Accelerated Application

Once I’ve completed the kernel and I know how the data is coming in/out of memory, I move on to writing the actually accelerated application.

First things first, a buffer object needs to be created for the phase and and waveform data variables that the kernel is reading/writing in DDR:

OCL_CHECK(err, cl::Buffer buffer_phase(context, CL_MEM_ALLOC_HOST_PTR | CL_MEM_READ_ONLY, size_in_bytes, NULL, &err));
OCL_CHECK(err, cl::Buffer buffer_waveout(context, CL_MEM_WRITE_ONLY, 1024*sizeof(int32_t), NULL, &err));

This is following by setting which argument number of the kernel’s main function (krnl_vadd() in this case) the buffer object relates and is zero indexed. For example, since the first variable is the A[i] input of the A[i] + B[i] = C[i] Vadd template code, it is argument number zero.

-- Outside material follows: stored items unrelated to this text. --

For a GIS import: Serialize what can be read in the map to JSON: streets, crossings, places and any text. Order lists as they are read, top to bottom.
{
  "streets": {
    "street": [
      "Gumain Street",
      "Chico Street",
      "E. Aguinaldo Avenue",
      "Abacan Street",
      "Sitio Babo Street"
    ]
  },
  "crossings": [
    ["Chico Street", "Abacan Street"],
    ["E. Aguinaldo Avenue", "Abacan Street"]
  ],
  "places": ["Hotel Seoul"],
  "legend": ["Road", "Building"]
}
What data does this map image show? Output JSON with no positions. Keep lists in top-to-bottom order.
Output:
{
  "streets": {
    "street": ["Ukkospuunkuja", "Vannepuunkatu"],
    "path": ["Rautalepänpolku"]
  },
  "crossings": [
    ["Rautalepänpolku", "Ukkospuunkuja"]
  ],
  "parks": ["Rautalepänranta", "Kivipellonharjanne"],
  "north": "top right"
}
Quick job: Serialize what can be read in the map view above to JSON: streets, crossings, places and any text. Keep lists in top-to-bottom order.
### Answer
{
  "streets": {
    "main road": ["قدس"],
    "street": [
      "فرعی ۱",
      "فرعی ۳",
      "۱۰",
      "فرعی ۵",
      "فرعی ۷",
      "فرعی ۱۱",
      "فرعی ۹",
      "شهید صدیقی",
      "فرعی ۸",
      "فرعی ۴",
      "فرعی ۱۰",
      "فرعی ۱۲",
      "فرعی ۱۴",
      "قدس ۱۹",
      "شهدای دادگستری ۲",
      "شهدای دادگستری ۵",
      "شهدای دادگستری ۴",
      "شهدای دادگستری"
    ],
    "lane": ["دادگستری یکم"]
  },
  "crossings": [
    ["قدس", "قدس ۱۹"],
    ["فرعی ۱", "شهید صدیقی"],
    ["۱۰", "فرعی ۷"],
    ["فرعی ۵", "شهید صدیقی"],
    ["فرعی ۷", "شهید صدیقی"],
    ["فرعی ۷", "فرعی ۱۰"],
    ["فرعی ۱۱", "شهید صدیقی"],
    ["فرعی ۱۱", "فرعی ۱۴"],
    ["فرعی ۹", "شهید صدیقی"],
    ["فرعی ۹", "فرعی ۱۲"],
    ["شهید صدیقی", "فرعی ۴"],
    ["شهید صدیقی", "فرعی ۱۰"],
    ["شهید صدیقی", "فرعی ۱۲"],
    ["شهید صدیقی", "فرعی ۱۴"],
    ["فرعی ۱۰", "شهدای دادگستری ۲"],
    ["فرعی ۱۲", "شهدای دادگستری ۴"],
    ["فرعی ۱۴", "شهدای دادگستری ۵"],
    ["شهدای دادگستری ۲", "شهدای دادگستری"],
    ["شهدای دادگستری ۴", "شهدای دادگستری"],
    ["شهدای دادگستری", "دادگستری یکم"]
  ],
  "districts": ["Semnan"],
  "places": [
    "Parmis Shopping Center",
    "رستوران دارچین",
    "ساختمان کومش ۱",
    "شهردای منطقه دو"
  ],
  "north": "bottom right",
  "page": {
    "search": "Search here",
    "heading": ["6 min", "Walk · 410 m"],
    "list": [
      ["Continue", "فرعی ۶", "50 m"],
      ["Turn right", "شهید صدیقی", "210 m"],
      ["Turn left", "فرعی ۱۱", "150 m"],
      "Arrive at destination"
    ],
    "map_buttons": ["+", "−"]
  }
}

Since the phase buffer object in the accelerated application is connecting to the unsigned 32-bit integer argument called ‘phase’ in the kernel, it’s argument number 4. Then you can see how the waveform output buffer object is argument number 5. The Vadd template’s way of handling this is pretty slick in my opinion with the incrementing narg variable so all’s you have to do is make sure they’re in the right order:

int narg=0;
OCL_CHECK(err, err = krnl_vector_add.setArg(narg++,buffer_a));
OCL_CHECK(err, err = krnl_vector_add.setArg(narg++,buffer_b));
OCL_CHECK(err, err = krnl_vector_add.setArg(narg++,buffer_result));
OCL_CHECK(err, err = krnl_vector_add.setArg(narg++,DATA_SIZE));
OCL_CHECK(err, err = krnl_vector_add.setArg(narg++,buffer_phase));
OCL_CHECK(err, err = krnl_vector_add.setArg(narg++,buffer_waveout));

Next, the buffer objects need to be mapped to local memory pointers in the application so we can then finally write some “normal” software:

uint32_t *ptr_phase;
int32_t *ptr_waveout;
OCL_CHECK(err, ptr_phase = (uint32_t*)q.enqueueMapBuffer (buffer_phase, CL_TRUE, CL_MAP_WRITE, 0, size_in_bytes, NULL, NULL, &err));
OCL_CHECK(err, ptr_waveout = (int32_t*) q.enqueueMapBuffer (buffer_waveout, CL_TRUE, CL_MAP_READ, 0, 1024*sizeof(int32_t), NULL, NULL, &err));

Take note that my local pointers, ptr_phase and ptr_waveout, have the same date types their respective variables in the kernel’s main function, phase and wave_out. Again, this is a key detail that can cause your application to compile with a very different functionality than you’re expecting if not matched up.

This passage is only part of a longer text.